Well there will be a widescreen T-series, but information I'm hearing suggests there won't be new models (like T61's). That part is still up in the air tho
Posted: Tue Sep 05, 2006 8:05 pm
by snife
There will be new models. Core 2 Duo will be T61
Edit: I may have been wrong. They might still be T60s; which imho would be a stupid decision given new processors, cpus and gpus as well as the added form factor, they have updated the numberings on previous models for much much less.
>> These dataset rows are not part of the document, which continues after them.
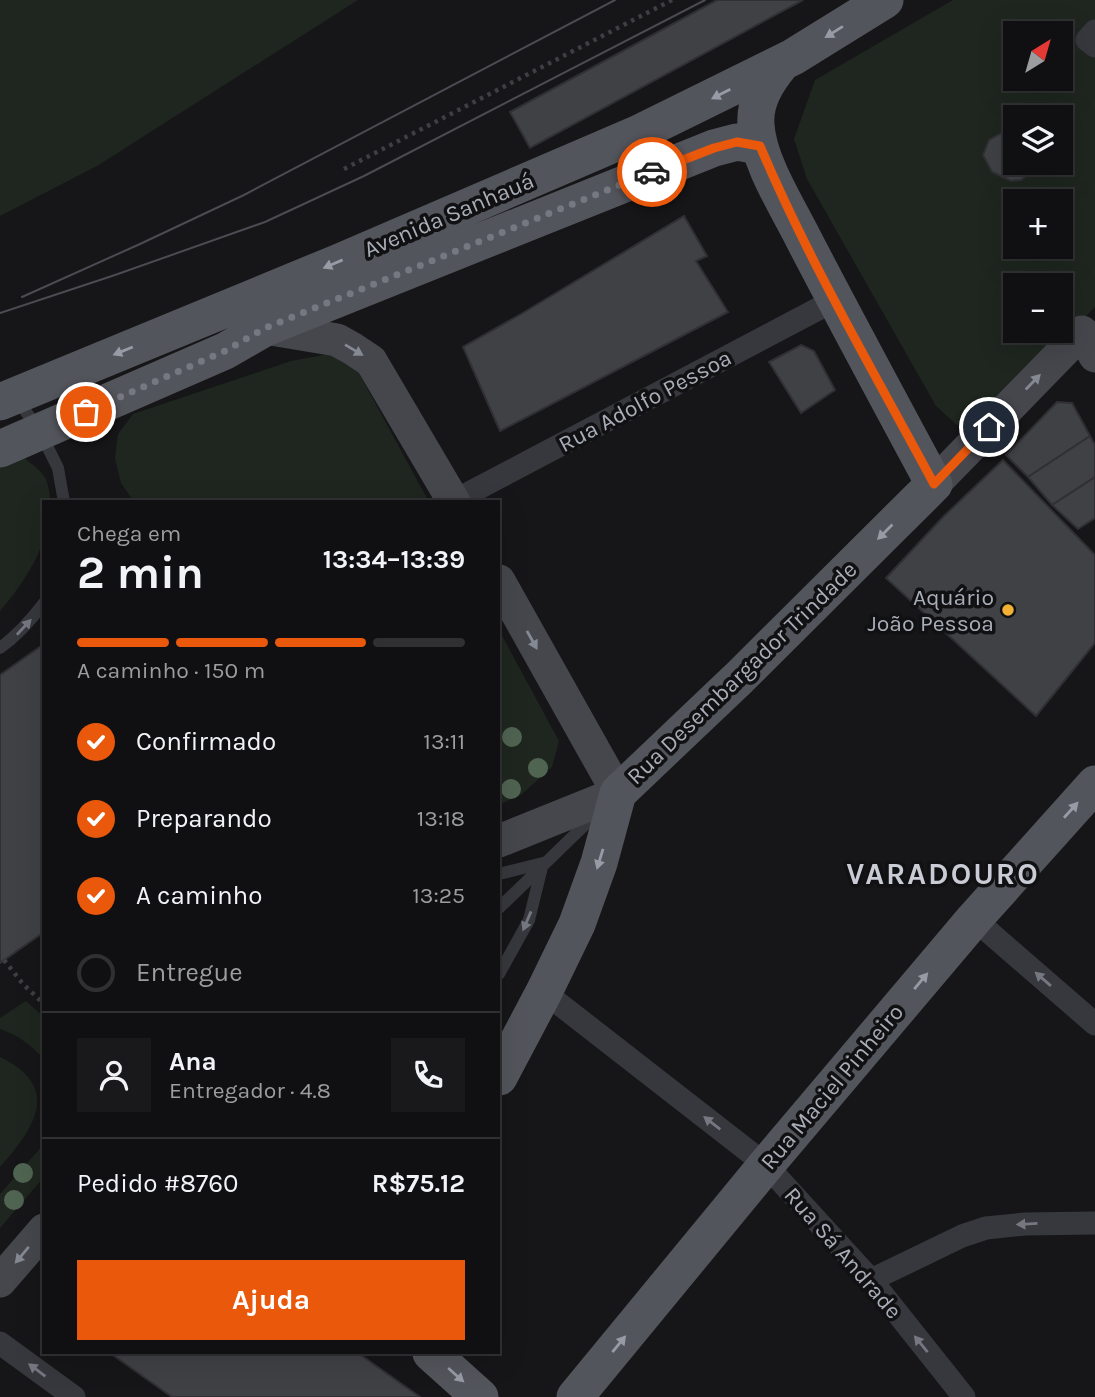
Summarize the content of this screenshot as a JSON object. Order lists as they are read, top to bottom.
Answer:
{
  "streets": {
    "main road": ["Avenida Sanhauá", "Rua Desembargador Trindade", "Rua Maciel Pinheiro"],
    "street": ["Rua Adolfo Pessoa", "Rua Sá Andrade"]
  },
  "crossings": [
    ["Rua Desembargador Trindade", "Rua Sá Andrade"],
    ["Rua Maciel Pinheiro", "Rua Sá Andrade"]
  ],
  "one_way": ["Rua Maciel Pinheiro", "Rua Sá Andrade"],
  "districts": ["VARADOURO"],
  "places": ["Aquário João Pessoa"],
  "north": "top right",
  "page": {
    "map_buttons": ["+", "−"],
    "heading": ["2 min", "Chega em", "13:34–13:39"],
    "panel": [
      "Ana",
      "Entregador · 4.8",
      "Pedido #8760",
      "R$75.12"
    ],
    "bar": "A caminho · 150 m",
    "list": [
      ["Confirmado", "13:11"],
      ["Preparando", "13:18"],
      ["A caminho", "13:25"],
      "Entregue"
    ],
    "buttons": "Ajuda"
  }
}
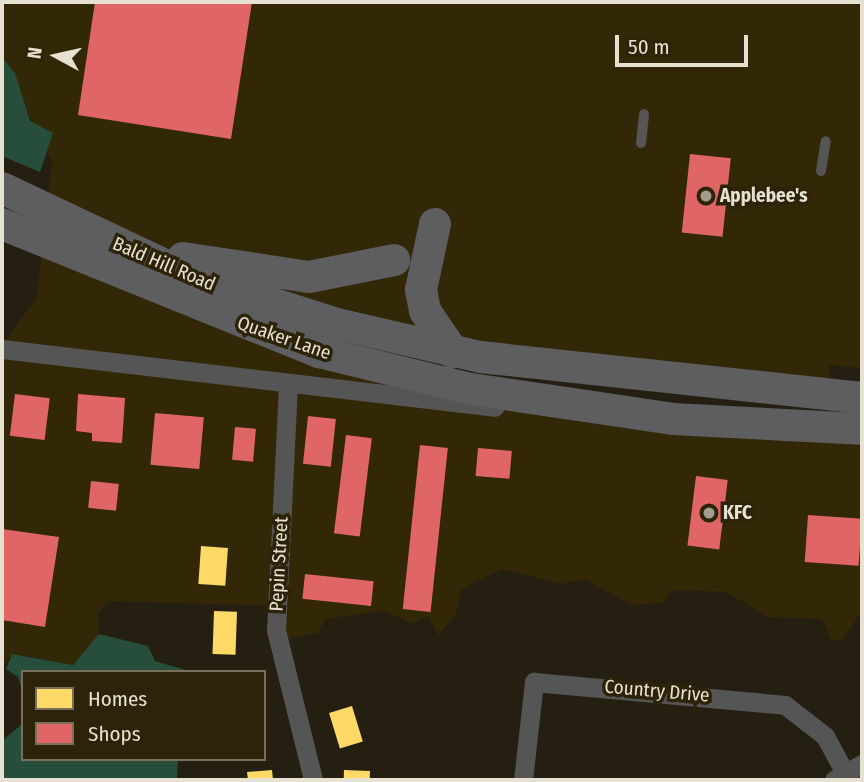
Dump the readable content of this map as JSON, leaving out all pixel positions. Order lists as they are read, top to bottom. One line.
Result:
{"streets":{"main road":["Bald Hill Road","Quaker Lane"],"street":["Pepin Street","Country Drive"]},"crossings":[["Bald Hill Road","Quaker Lane"],["Quaker Lane","Pepin Street"]],"places":["Applebee's","KFC"],"legend":["Homes","Shops"],"scale_bar":"50 m","north":"left"}
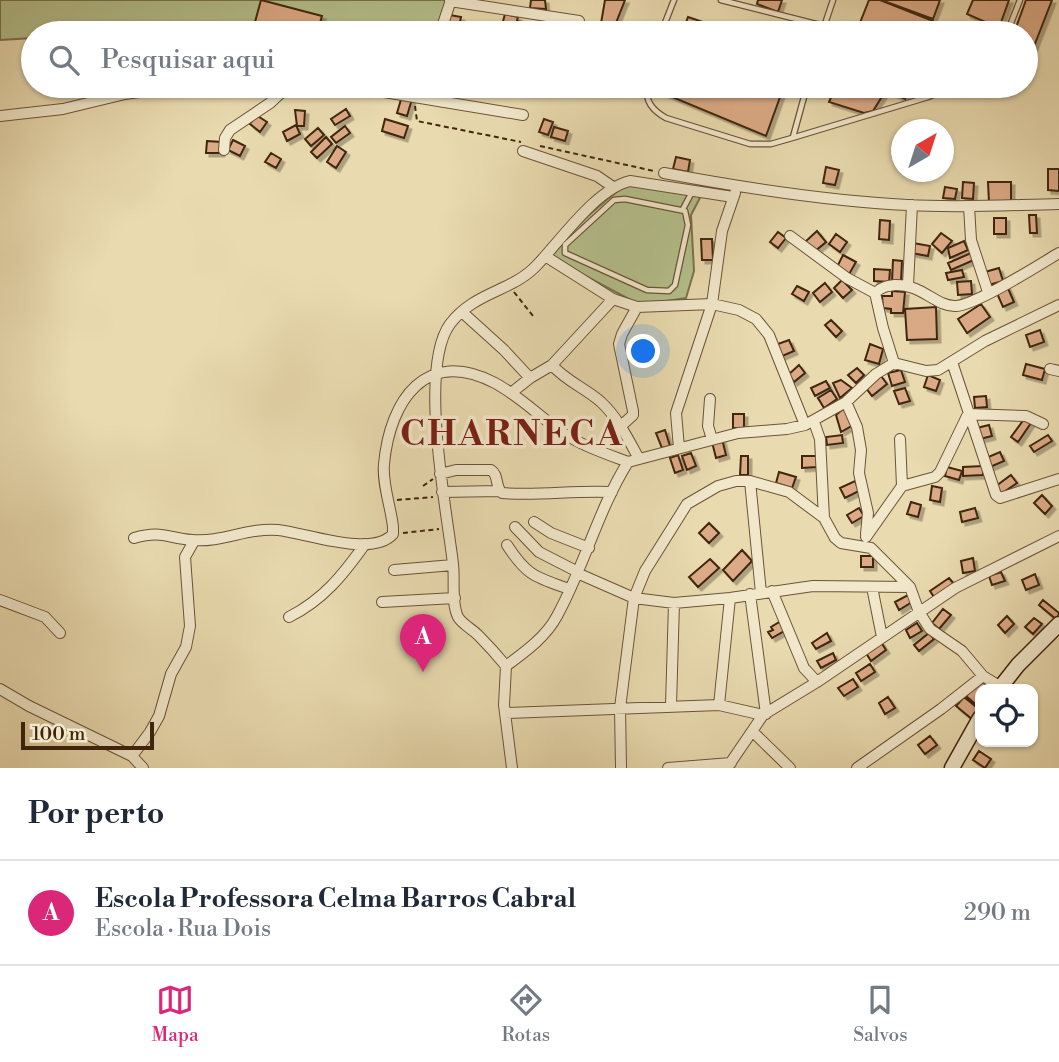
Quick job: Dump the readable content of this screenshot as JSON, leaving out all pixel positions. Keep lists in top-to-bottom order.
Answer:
{
  "districts": ["CHARNECA"],
  "scale_bar": "100 m",
  "north": "top right",
  "page": {
    "search": "Pesquisar aqui",
    "pins": "A",
    "scale": "100 m",
    "heading": "Por perto",
    "list": [
      {
        "mark": "A",
        "name": "Escola Professora Celma Barros Cabral",
        "note": "Escola · Rua Dois",
        "value": "290 m"
      }
    ],
    "nav": ["Mapa", "Rotas", "Salvos"]
  }
}
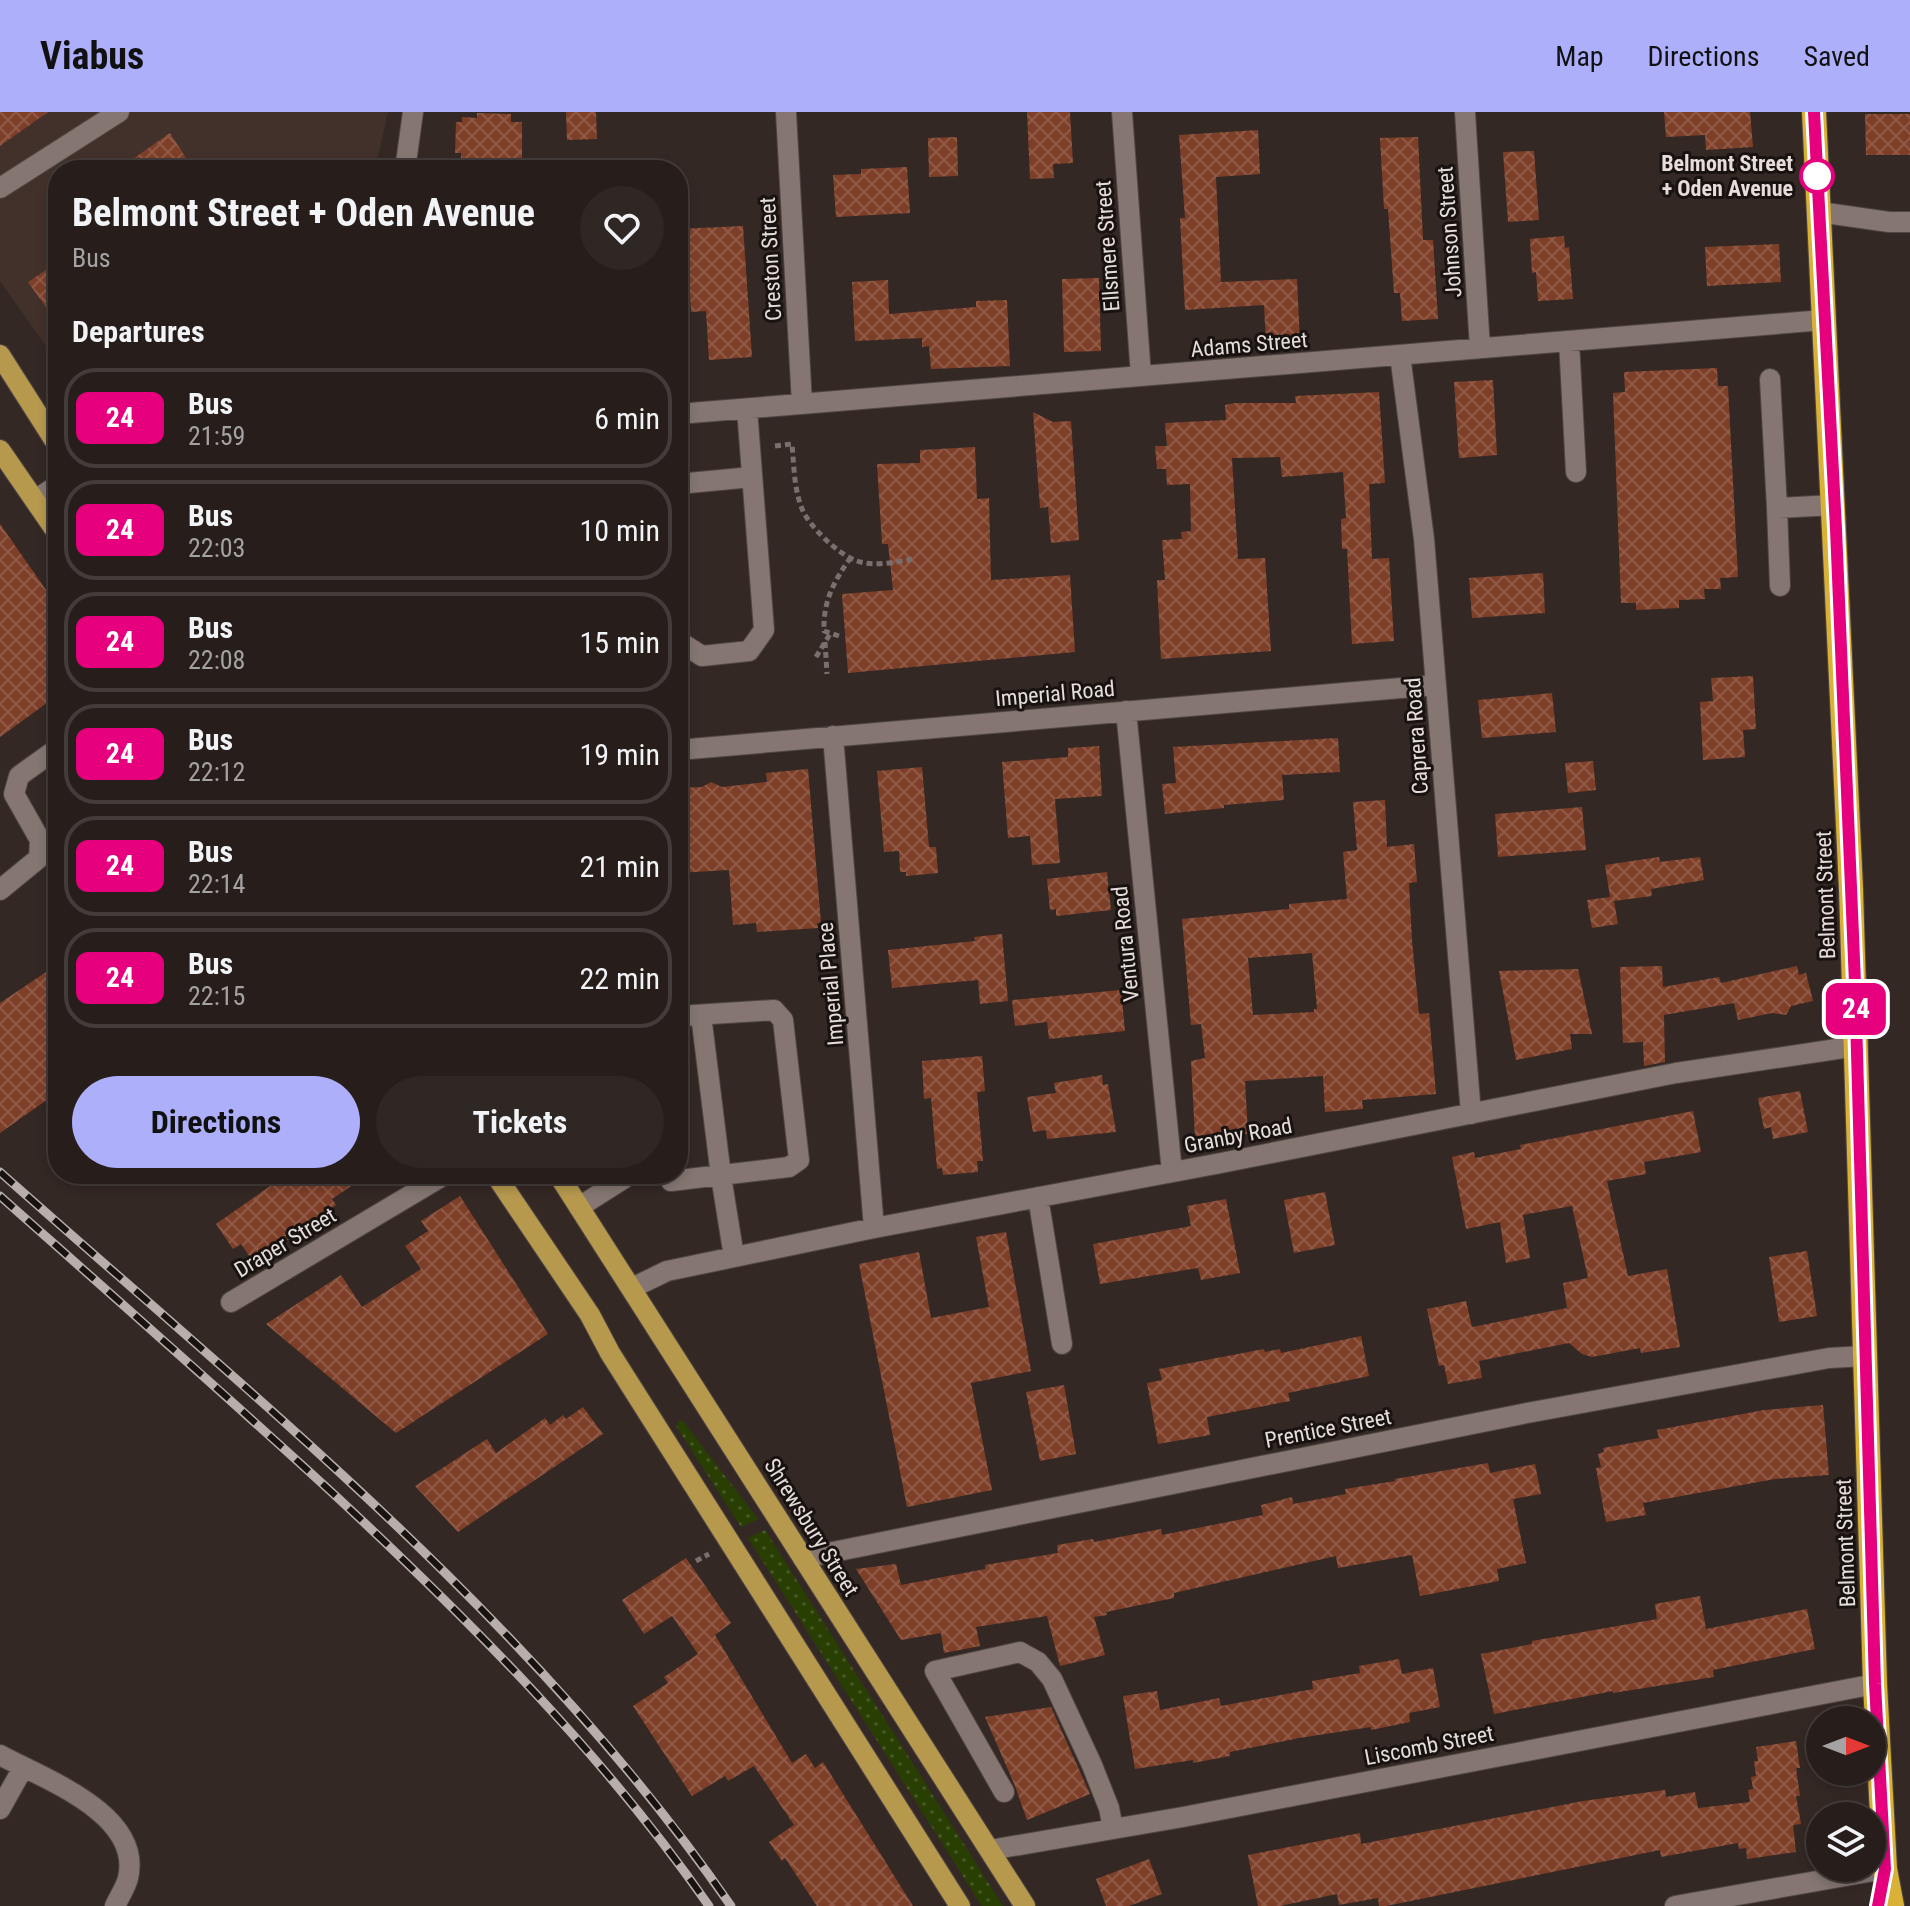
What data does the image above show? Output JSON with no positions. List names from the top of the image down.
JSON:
{
  "streets": {
    "highway": ["Belmont Street"],
    "main road": ["Shrewsbury Street"],
    "street": [
      "Johnson Street",
      "Ellsmere Street",
      "Creston Street",
      "Adams Street",
      "Imperial Road",
      "Caprera Road",
      "Ventura Road",
      "Imperial Place",
      "Granby Road",
      "Draper Street",
      "Prentice Street",
      "Liscomb Street"
    ]
  },
  "crossings": [
    ["Johnson Street", "Adams Street"],
    ["Ellsmere Street", "Adams Street"],
    ["Creston Street", "Adams Street"],
    ["Adams Street", "Caprera Road"],
    ["Adams Street", "Belmont Street"],
    ["Imperial Road", "Caprera Road"],
    ["Imperial Road", "Ventura Road"],
    ["Imperial Road", "Imperial Place"],
    ["Caprera Road", "Granby Road"],
    ["Belmont Street", "Granby Road"],
    ["Belmont Street", "Prentice Street"],
    ["Belmont Street", "Liscomb Street"],
    ["Ventura Road", "Granby Road"],
    ["Imperial Place", "Granby Road"],
    ["Granby Road", "Shrewsbury Street"],
    ["Prentice Street", "Shrewsbury Street"],
    ["Shrewsbury Street", "Liscomb Street"]
  ],
  "places": ["Belmont Street + Oden Avenue"],
  "lines": ["bus line 24"],
  "north": "right",
  "page": {
    "header": "Viabus",
    "nav": ["Map", "Directions", "Saved"],
    "on_map": "24",
    "heading": [
      ["Belmont Street + Oden Avenue", "Bus"],
      "Departures"
    ],
    "list": [
      {
        "mark": "24",
        "name": "Bus",
        "note": "21:59",
        "value": "6 min"
      },
      {
        "mark": "24",
        "name": "Bus",
        "note": "22:03",
        "value": "10 min"
      },
      {
        "mark": "24",
        "name": "Bus",
        "note": "22:08",
        "value": "15 min"
      },
      {
        "mark": "24",
        "name": "Bus",
        "note": "22:12",
        "value": "19 min"
      },
      {
        "mark": "24",
        "name": "Bus",
        "note": "22:14",
        "value": "21 min"
      },
      {
        "mark": "24",
        "name": "Bus",
        "note": "22:15",
        "value": "22 min"
      }
    ],
    "buttons": ["Directions", "Tickets"]
  }
}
Posted: Tue Sep 05, 2006 9:08 pm
by mattbiernat
snife wrote:There will be new models. Core 2 Duo will be T61
now what are your soruces snife?
Posted: Tue Sep 05, 2006 9:46 pm
by maximus_
Just release the thing already

Posted: Wed Sep 06, 2006 12:11 pm
by kwramm
fbrdphreak wrote:Honestly I'd say your problem isn't the HDD itself, it is the fact that you're trying to do multiple disk operations at once. WHile with a 3.5" drive you certainly get better performance, you're still going to be gridlocked for I/O access. Multiple I/O requests generally slow everything down because HDD controllers are not good at parallel processing; NCQ is starting to help that but programs have to be designed to support it.
fair enough. but judging from this answer, the core 2 duo still won't make your system a lot faster when you work with apps that require a lot of disk access.
If you're using your TP for multimedia stuff I can imagine your workflow won't be much faster than it is now because of a CPU update. Rendering and encoding however may take a very slight boost.